I'm reading Hindry & Silverman's book on Diophantine Geometry, specifically the section on height functions.
At the beginning they speak of two important properties that a height function $h:V\rightarrow [0,\infty)$ should satisfy: first, the set of points in the complex projective variety $V$ of bounded height should be finite. Second, it should translate geometric properties of points in $V$ to arithmetic properties.
The second property is a natural thing to strive for, if somewhat difficult to quantify. But I don't see any particular reason to ask for the first property to be true. I understand that such a property is fundamental in many finiteness proofs - to show that $V(\mathbb{Q})$ is finite, for example, one can simply show that its points have finite, bounded height.

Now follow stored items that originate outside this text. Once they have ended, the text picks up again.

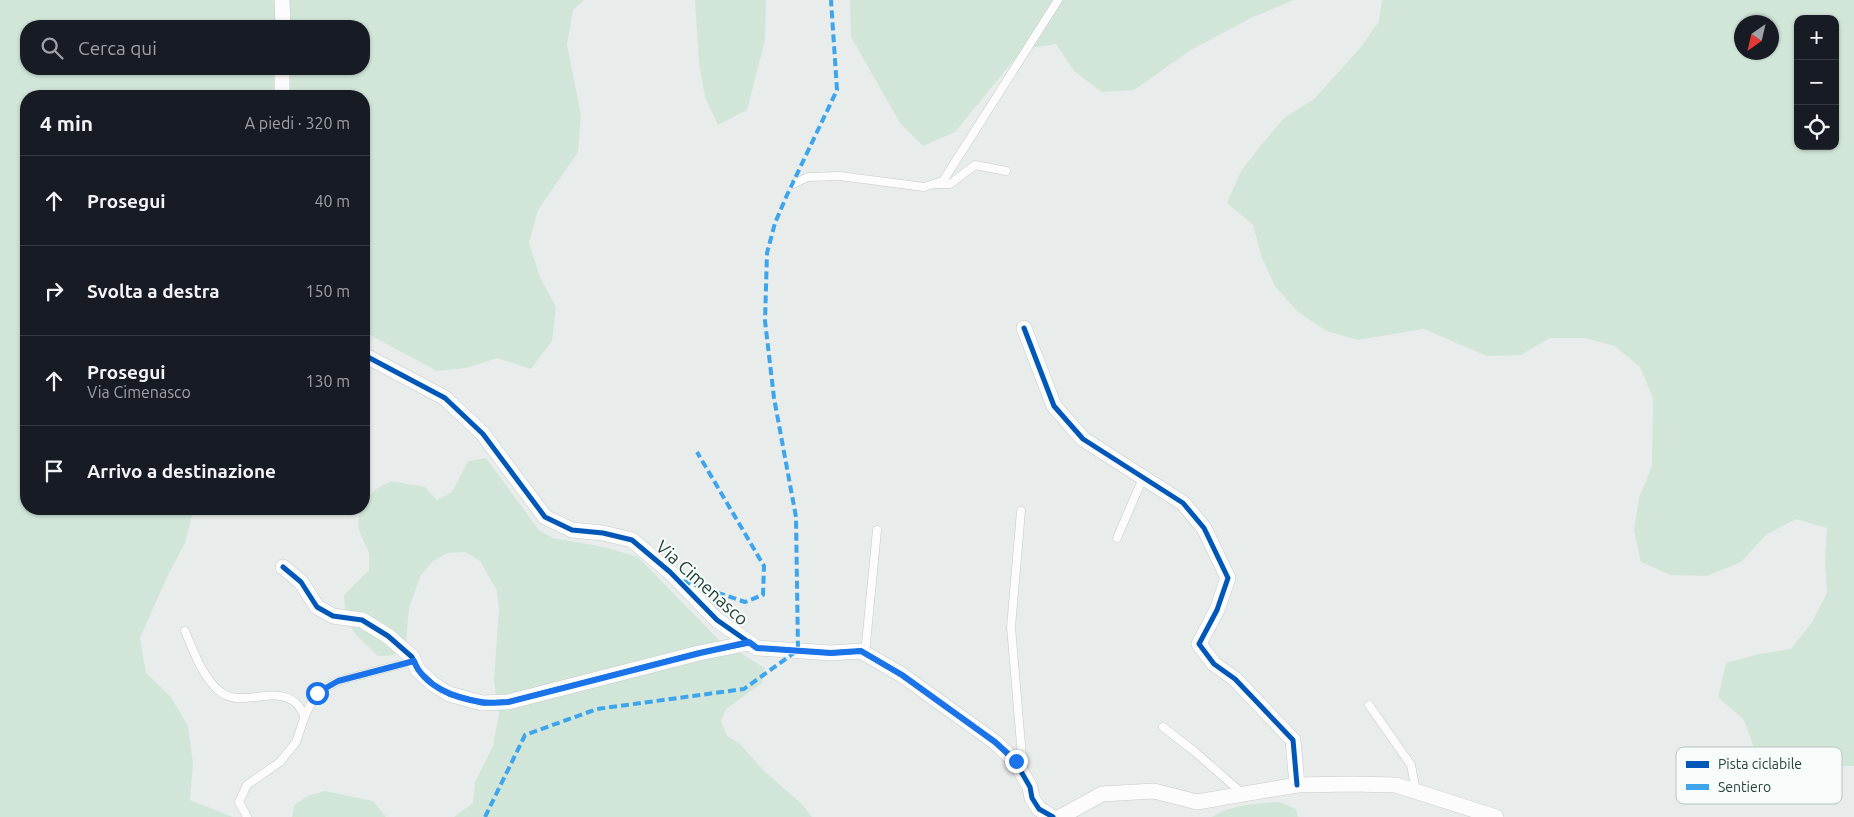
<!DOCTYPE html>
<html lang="it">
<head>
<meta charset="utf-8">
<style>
	:root { --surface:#171b24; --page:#20242c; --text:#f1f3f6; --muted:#9ea1a6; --line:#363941 }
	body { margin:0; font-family:Ubuntu,sans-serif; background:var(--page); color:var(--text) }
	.controls { position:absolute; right:15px; top:15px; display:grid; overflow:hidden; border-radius:10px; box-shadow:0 1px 4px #0004 }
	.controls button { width:45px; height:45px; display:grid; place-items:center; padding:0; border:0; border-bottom:1px solid var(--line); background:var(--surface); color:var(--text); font:25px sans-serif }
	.compass { position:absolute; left:1734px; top:15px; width:45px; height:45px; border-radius:50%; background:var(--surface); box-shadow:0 1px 4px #0004; rotate:214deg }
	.stop { position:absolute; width:15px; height:15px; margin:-11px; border:4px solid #1a73e8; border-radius:50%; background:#fff }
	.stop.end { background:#1a73e8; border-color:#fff; box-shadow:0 1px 5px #0008 }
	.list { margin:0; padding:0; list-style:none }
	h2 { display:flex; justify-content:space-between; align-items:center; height:65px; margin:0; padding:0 20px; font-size:21px }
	h2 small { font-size:16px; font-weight:400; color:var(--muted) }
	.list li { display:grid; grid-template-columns:32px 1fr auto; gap:15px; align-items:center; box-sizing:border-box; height:90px; padding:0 20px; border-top:1px solid var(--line) }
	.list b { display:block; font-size:19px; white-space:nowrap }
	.list p { margin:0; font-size:16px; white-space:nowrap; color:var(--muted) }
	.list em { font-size:16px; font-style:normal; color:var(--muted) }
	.icon { flex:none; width:28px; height:28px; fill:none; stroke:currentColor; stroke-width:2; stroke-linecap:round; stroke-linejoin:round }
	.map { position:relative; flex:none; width:1854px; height:817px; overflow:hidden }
	.search { position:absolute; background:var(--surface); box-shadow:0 1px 4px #0004; left:20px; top:20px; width:350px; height:55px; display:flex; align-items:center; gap:12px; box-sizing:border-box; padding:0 18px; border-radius:20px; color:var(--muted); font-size:19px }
	.panel { position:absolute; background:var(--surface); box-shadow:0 1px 4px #0004; left:20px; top:90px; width:350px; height:425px; border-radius:20px }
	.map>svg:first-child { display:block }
</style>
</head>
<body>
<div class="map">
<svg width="1854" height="817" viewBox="0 0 1854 817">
	<rect width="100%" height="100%" fill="#e8edeb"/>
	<g fill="#d1e6d8" fill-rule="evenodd">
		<path d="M 0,0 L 584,0 L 573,10 L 567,45 L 581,115 L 578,152 L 538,210 L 529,243 L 540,277 L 556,307 L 552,341 L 531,369 L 497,358 L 466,368 L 437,371 L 364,332 L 364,96 L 26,96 L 26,509 L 194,509 L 185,543 L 168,575 L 140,638 L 146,673 L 171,697 L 188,726 L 193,763 L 190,800 L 233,817 L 0,817 ZM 26,26 L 364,26 L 364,69 L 26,69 Z"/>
		<path d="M 695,0 L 766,0 L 765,40 L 747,110 L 718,125 L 705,97 L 699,63 Z"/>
		<path d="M 850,0 L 1294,0 L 1251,18 L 1191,50 L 1134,90 L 1102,92 L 1074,71 L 1056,44 L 1023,49 L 955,132 L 923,146 L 900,123 L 851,37 Z"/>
		<path d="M 1382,0 L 1854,0 L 1854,766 L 1845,766 L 1813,773 L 1779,772 L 1755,751 L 1744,720 L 1718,697 L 1726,663 L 1759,654 L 1791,649 L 1812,622 L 1827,593 L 1825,560 L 1827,528 L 1796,519 L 1766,535 L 1741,562 L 1707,576 L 1671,575 L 1641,562 L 1634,531 L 1639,498 L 1652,466 L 1653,398 L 1640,367 L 1615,346 L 1585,338 L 1550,338 L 1521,355 L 1487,356 L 1424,329 L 1358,340 L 1326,331 L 1297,311 L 1275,286 L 1262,258 L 1253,225 L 1227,203 L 1241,171 L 1262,144 L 1284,118 L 1314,99 L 1361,47 L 1379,21 ZM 1798,19 L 1835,19 L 1835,146 L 1798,146 ZM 1742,22 L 1772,22 L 1772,52 L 1742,52 Z"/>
		<path d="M 486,458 L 539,530 L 553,538 L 604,547 L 638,557 L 719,640 L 765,668 L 762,683 L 726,709 L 721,721 L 727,736 L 740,744 L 764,771 L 802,804 L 812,817 L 454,817 L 473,803 L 475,782 L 493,746 L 499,715 L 494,680 L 499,609 L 497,591 L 480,561 L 465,552 L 447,553 L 432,562 L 421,575 L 409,608 L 406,642 L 395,655 L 378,656 C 355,634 345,629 344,595 L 369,570 C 369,564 370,556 368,550 C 361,534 354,528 361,509 L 364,509 L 364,501 L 376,489 L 391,481 L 425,487 L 437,500 L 452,492 L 468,461 Z"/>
		<path d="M 325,791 L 373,801 L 386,817 L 292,817 L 294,805 L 308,796 Z"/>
		<path d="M 1280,802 L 1296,809 L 1298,817 L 1212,817 C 1228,805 1260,803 1280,802 Z"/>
	</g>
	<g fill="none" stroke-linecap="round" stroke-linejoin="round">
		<defs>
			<g id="lane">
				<path d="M 937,184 L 950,184 L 975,165 L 1006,171"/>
				<path d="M 791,185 L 808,177 L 840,176 L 924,187 L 943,181 L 1058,0"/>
				<path d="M 1021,511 L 1011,627 L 1023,768"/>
				<path d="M 1117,538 L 1143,478"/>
				<path d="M 185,631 C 193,650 201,673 216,688 C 238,712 274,683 296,703 C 300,707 302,712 305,716"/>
				<path d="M 865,654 L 877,530"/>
				<path d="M 1369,705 L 1411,765 L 1416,791"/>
				<path d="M 1163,727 L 1194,751 L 1243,794"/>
				<path d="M 247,817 L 239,802 L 247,785 L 280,762 L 296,742 L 306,713 L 317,693 L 338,681 L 413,661"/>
			</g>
			<g id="street">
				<path d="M 282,0 L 283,26"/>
				<path d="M 282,96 L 282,69"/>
				<path d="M 1024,328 L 1054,406 L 1083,439 L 1183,503 L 1204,528 L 1228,578 L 1217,610 L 1199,644 L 1214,664 L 1235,679 L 1293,740 L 1297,785"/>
				<path d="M 364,355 L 445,398 L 483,434 L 545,517 L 572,530 L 603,533 L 632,540 L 670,572 L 717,620 L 757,648 L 831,653 L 861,651 L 902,675 L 995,742 L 1015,761 L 1030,787 L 1032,798 L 1039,809 L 1053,817"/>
				<path d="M 283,567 L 301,582 L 317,607 L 333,616 L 362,620 L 388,636 L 412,657 L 418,670 L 433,684 L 449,694 L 482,703 L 508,702 L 699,653 L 749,643"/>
				<path d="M 1060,817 L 1102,794 L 1154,791 L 1197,802 L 1297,785 L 1352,784 L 1396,785 L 1496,817"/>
			</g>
		</defs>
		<use href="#lane" stroke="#c5cac8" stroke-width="9"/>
		<use href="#street" stroke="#c5cac8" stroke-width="16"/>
		<use href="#lane" stroke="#fcfcfc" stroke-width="8"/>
		<use href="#street" stroke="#fcfcfc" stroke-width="15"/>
		<g stroke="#3ea4ec" stroke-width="4" stroke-dasharray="8 4" stroke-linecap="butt">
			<path d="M 683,581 L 745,602 L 763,595 L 764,566 L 697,452"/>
			<path d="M 485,817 L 525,735 L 597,709 L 744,689 L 798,650 L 796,517 L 774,398 L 765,321 L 767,253 L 775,223 L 787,195 L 837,90 L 831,0"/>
		</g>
		<defs>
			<g id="cycleway">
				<path d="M 1024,328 L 1054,406 L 1083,439 L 1183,503 L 1204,528 L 1228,578 L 1217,610 L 1199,644 L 1214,664 L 1235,679 L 1293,740 L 1297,785"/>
				<path d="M 364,355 L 445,398 L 483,434 L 545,517 L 572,530 L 603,533 L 632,540 L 670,572 L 717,620 L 757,648 L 831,653 L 861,651 L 902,675 L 995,742 L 1015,761 L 1030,787 L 1032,798 L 1039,809 L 1053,817"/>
				<path d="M 283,567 L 301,582 L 317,607 L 333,616 L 362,620 L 388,636 L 412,657 L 418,670 L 433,684 L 449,694 L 482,703 L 508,702 L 699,653 L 749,643"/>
			</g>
		</defs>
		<use href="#cycleway" stroke="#f7fbf9" stroke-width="8"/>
		<use href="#cycleway" stroke="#0057b8" stroke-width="5"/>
	</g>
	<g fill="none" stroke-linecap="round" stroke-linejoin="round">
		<path stroke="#1a73e8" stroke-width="6" d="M 317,693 L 338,681 L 414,661 C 424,687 455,698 481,702 C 490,704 500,702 508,702 L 700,653 L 749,642 L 757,648 L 831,653 L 861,651 L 902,675 L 995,742 L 1016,761"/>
	</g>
	<g text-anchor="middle" stroke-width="4" stroke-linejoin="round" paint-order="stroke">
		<g font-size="18" fill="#24423a" stroke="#f7fbf9">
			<text transform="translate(702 583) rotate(42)" y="6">Via Cimenasco</text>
		</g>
	</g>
	<rect x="1676" y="747" width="166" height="57" rx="8" fill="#f7fbf9" stroke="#b8c4c0" stroke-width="1"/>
	<rect x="1686" y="761" width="23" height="7" fill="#0057b8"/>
	<rect x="1686" y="784" width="23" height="6" fill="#3ea4ec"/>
	<g font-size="14" fill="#24423a">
		<text x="1718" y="769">Pista ciclabile</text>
		<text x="1718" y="792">Sentiero</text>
	</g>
</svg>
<div class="controls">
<button>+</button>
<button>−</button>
<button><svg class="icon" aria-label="locate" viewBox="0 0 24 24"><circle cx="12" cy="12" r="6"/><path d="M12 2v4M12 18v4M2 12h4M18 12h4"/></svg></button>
</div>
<svg class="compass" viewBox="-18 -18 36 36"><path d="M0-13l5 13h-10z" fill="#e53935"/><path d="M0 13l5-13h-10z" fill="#9ea1a6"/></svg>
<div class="stop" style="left:317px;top:693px"></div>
<div class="stop end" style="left:1016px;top:761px"></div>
<div class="search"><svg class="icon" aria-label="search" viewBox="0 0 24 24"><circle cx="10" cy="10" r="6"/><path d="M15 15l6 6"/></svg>Cerca qui</div>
<section class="panel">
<h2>4 min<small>A piedi · 320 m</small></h2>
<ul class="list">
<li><svg class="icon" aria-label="ahead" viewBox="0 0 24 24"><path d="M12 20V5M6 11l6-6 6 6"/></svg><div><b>Prosegui</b></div><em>40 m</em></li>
<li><svg class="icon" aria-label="right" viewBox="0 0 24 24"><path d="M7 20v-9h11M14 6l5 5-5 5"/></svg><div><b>Svolta a destra</b></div><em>150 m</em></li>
<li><svg class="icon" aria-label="ahead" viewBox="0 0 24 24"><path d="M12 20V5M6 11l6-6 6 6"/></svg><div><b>Prosegui</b><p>Via Cimenasco</p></div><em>130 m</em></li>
<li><svg class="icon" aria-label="arrive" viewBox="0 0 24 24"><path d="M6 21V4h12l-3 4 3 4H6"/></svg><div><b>Arrivo a destinazione</b></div></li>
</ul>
</section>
</div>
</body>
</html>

So, what exactly is the motivation for seeking this property in height functions? Or was the theory actually developed the other way around - geometers knew that they needed functions with this property in order to tackle certain problems?

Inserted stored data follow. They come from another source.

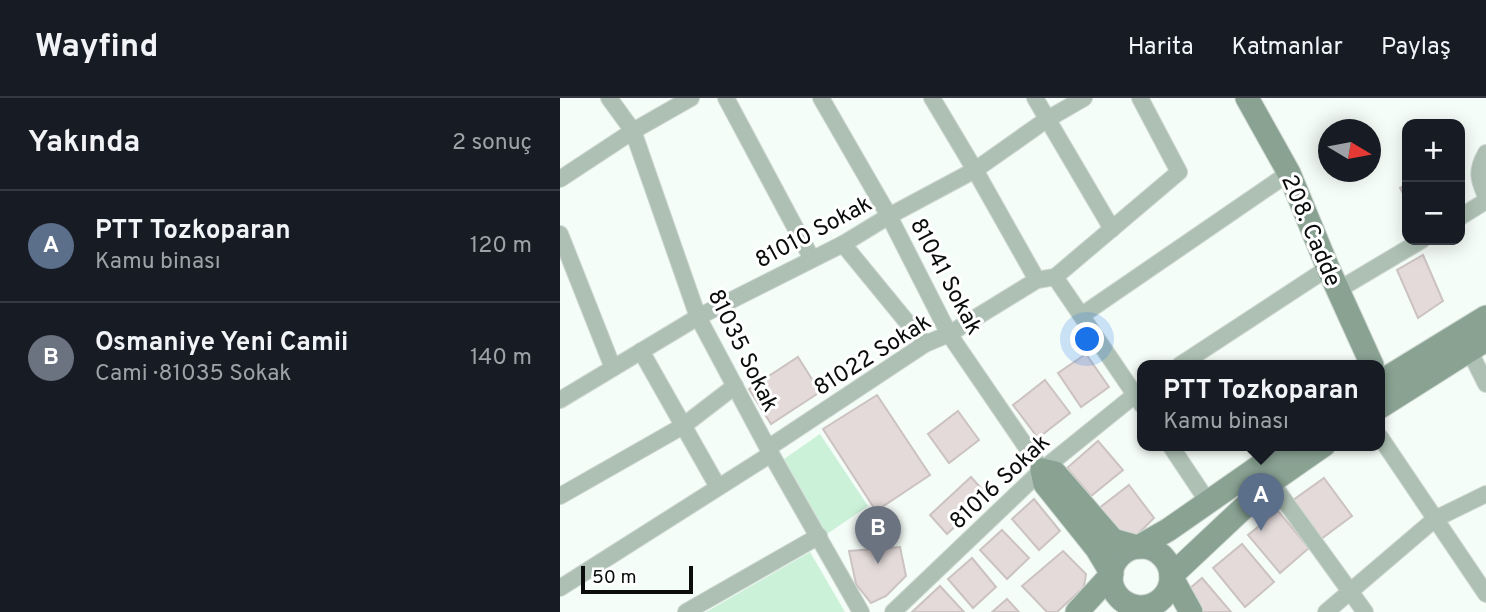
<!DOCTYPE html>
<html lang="tr">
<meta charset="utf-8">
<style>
:root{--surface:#171b24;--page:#242831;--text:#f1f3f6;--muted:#9ea1a6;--line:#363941;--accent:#0b8043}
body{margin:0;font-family:Overpass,sans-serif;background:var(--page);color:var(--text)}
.controls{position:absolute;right:21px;top:21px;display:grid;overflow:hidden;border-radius:14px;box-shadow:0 4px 18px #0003}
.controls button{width:63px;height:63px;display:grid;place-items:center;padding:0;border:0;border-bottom:2px solid var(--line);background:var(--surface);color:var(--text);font:35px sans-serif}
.compass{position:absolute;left:758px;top:21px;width:63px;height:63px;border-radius:50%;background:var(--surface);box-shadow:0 4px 18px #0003;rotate:100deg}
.scale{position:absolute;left:21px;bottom:18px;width:112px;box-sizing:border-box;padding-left:7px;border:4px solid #0a0d0b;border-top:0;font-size:19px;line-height:24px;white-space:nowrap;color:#0a0d0b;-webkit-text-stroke:5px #fff;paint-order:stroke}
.you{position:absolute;left:528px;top:242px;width:24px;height:24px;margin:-18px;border:5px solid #fff;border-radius:50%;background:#1a73e8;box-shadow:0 0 0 10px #1a73e833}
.badge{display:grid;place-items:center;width:46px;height:46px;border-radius:50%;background:var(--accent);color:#fff;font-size:23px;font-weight:700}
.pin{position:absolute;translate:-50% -58px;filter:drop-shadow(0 2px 4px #0008)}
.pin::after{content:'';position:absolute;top:37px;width:24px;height:21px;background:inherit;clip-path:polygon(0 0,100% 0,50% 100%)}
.popup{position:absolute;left:577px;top:262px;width:248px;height:91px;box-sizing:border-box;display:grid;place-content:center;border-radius:14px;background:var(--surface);filter:drop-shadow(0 2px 5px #0005);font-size:23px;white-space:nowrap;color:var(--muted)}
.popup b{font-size:26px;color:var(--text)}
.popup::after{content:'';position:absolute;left:50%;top:100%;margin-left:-14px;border:14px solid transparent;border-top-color:var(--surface)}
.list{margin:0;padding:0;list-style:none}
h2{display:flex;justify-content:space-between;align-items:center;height:91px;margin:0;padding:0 28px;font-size:30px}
h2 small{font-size:23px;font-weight:400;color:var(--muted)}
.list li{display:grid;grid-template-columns:46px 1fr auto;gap:21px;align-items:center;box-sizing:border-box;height:112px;padding:0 28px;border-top:2px solid var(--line)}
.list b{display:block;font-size:26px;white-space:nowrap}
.list p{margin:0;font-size:23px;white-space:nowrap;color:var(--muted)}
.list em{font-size:23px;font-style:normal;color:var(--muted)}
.map{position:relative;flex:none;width:926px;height:514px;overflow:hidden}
header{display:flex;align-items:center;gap:42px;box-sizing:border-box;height:98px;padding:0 35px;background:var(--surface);border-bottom:2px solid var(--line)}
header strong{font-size:33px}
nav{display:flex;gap:38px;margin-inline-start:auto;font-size:24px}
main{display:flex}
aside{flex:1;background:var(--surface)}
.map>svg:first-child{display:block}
.green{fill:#ccf1d9}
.building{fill:#e4dada;stroke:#ccc2c2;stroke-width:2}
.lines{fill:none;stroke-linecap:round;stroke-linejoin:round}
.street-casing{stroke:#cfd7d2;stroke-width:18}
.secondary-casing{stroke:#cfd7d2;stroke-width:25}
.street{stroke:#aec0b4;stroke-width:16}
.secondary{stroke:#89a292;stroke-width:23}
.labels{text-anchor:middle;stroke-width:6;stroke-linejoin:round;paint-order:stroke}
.street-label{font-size:23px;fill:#0a0d0b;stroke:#fff}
</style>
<header>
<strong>Wayfind</strong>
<nav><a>Harita</a><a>Katmanlar</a><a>Paylaş</a></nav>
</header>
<main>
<aside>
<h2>Yakında<small>2 sonuç</small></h2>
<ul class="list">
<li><span class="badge" style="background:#5c6f8a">A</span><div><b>PTT Tozkoparan</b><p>Kamu binası</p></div><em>120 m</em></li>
<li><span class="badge" style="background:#6b7280">B</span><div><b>Osmaniye Yeni Camii</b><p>Cami · 81035 Sokak</p></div><em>140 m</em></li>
</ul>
</aside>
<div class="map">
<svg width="926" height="514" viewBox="0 0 926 514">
<rect width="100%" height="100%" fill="#f5fdf8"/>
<g class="green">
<path d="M260,336L308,408L267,436L224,361Z"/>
<path d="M250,454L285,514H146Z"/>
</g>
<g class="building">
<path d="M847,86V103L840,90Z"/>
<path d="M863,157L883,203L858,220L837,172Z"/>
<path d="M526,256L549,289L521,309L498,275Z"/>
<path d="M238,259L260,294L211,326L189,291Z"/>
<path d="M485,282L510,315L478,340L453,307Z"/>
<path d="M317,297L370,377L316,413L263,331Z"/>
<path d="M398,313L419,342L389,365L368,336Z"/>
<path d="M538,343L563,372L531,398L507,370Z"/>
<path d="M411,379L428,398L387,436L370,417Z"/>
<path d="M764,380L792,418L757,444L729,405Z"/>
<path d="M569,387L594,420L576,438L561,437L538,411Z"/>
<path d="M474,401L500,433L479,452L452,421Z"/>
<path d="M718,413L749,450L720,475L688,437Z"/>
<path d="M442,432L469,460L447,481L420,452Z"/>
<path d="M682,446L714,484L685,509L653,470Z"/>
<path d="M340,449L346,478L326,498L311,505L296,486L289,453Z"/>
<path d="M503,453L526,476L525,483L523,490L497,514H487L462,488Z"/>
<path d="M412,460L436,489L413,510L388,481Z"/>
<path d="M642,480L671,514H639L629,491Z"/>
<path d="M380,488L404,514H352Z"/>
<path d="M447,501L459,514H432Z"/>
</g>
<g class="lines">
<g class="street-casing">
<g id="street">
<path d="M49,0L73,33L138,219L211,356L301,514"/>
<path d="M166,0L252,161"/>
<path d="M261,0L329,118L389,236L482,372"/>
<path d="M372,0L415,72L477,182"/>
<path d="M475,0L552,131"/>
<path d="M926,55C916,73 918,80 926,99"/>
<path d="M0,81L73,33L131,0"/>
<path d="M900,119L926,103"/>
<path d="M0,136L53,270"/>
<path d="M283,146L365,246"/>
<path d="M495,179L619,74L580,0"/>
<path d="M778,192L862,142"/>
<path d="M522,217L729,75"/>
<path d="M909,252L926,286"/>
<path d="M81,253L158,389"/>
<path d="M620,267L768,170"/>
<path d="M0,302L138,219L283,146L329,118L415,72L486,22L524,0"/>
<path d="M820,339L926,496"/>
<path d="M610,347L648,404"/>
<path d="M208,350L365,246L389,236L477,182L495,179L582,307"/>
<path d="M711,384L805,514"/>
<path d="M0,398L123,328L175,288"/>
<path d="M0,490L211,356"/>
<path d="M126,514L259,438"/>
<path d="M333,514L482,372L581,292"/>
<path d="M766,514L875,421L926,396"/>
</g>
</g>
<g class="secondary-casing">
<g id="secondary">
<path d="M687,0L729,75L768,170L812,267"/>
<path d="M820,284L926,219"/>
<path d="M820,309L926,242"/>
<circle cx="581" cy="479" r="30"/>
<path d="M517,514L552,476L537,451L485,386L482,372L495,375L553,442L578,449L608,432L730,347"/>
<path d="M631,514L611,478L711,384L764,347"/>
</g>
</g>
<use href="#street" class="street"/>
<use href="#secondary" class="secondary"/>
</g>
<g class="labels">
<g class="street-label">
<text transform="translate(752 132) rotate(67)" y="8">208. Cadde</text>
<text transform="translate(253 133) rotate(-28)" y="8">81010 Sokak</text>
<text transform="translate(387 178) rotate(62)" y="8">81041 Sokak</text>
<text transform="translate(184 252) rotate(64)" y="8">81035 Sokak</text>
<text transform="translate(312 256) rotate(-32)" y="8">81022 Sokak</text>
<text transform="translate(439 383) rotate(-43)" y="8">81016 Sokak</text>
</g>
</g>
</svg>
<div class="controls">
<button>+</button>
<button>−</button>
</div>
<svg class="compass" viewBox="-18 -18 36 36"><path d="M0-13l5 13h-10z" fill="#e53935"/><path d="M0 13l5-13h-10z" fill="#9ea1a6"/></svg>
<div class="scale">50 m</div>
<div class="you"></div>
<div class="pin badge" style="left:701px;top:433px;background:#5c6f8a">A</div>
<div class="popup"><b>PTT Tozkoparan</b>Kamu binası</div>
<div class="pin badge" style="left:318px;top:466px;background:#6b7280">B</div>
</div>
</main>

It might help if you substitute the word "complexity of an object" for the "height of an object." It's very natural, when studying infinite sets such as the set of points in $\mathbb P^N(K)$ where $K$ is a number field, to try to (roughly) order them by complexity. For any sort of counting results, one wants only finitely many elements whose complexity is smaller than any given bound $B$. In principle, and I think this is the correct intuition, is that the height (complexity) of an object $\mathcal{O}$ is equal to (again, somewhat roughly) $$ \operatorname{height}(\mathcal{O}) = \operatorname{Complexity}(\mathcal{O}) = \text{Number of bits it takes to describe $\mathcal{O}$.} $$ E.g., for a an integer $n\in\mathbb Z$, we have $h(n)=\log(n)$. (Use $\log_2$ if you want, but it won't matter much.) Here's a typical problem: How many primes are there? The way people approach the problem is to ask how fast the following function grows: $$ \pi(X) = \#\{ \text{primes $p$} : \operatorname{Complexity}(p) \le X \}. $$ Similarly for $\mathbb P^N(K)$. So heights are not used only to prove finiteness theorems by showing that the elements in a set have bounded height, but also for infinite sets they are used to give an arithmetic (complexity theoretic) measure of how large the set is by measuring the growth of the height (complexity) counting function.
Then, when trying to solve problems and prove theorems, one is naturally lead to analyze how the complexity of objects change when one has a map between sets of objects. It would be nice if the complexity always varied in some regular way, but generally that's only true if the maps are nice enough. So it's a balancing act.
For an illustration of this, Weil heights in arithmetic geometry have nice functorial transformation properties for morphisms between smooth (or at least not too singular) projective varieties. But for dominant rational maps, and indeed even for birational automorphisms, heights can behave in ways that are very hard to analyze.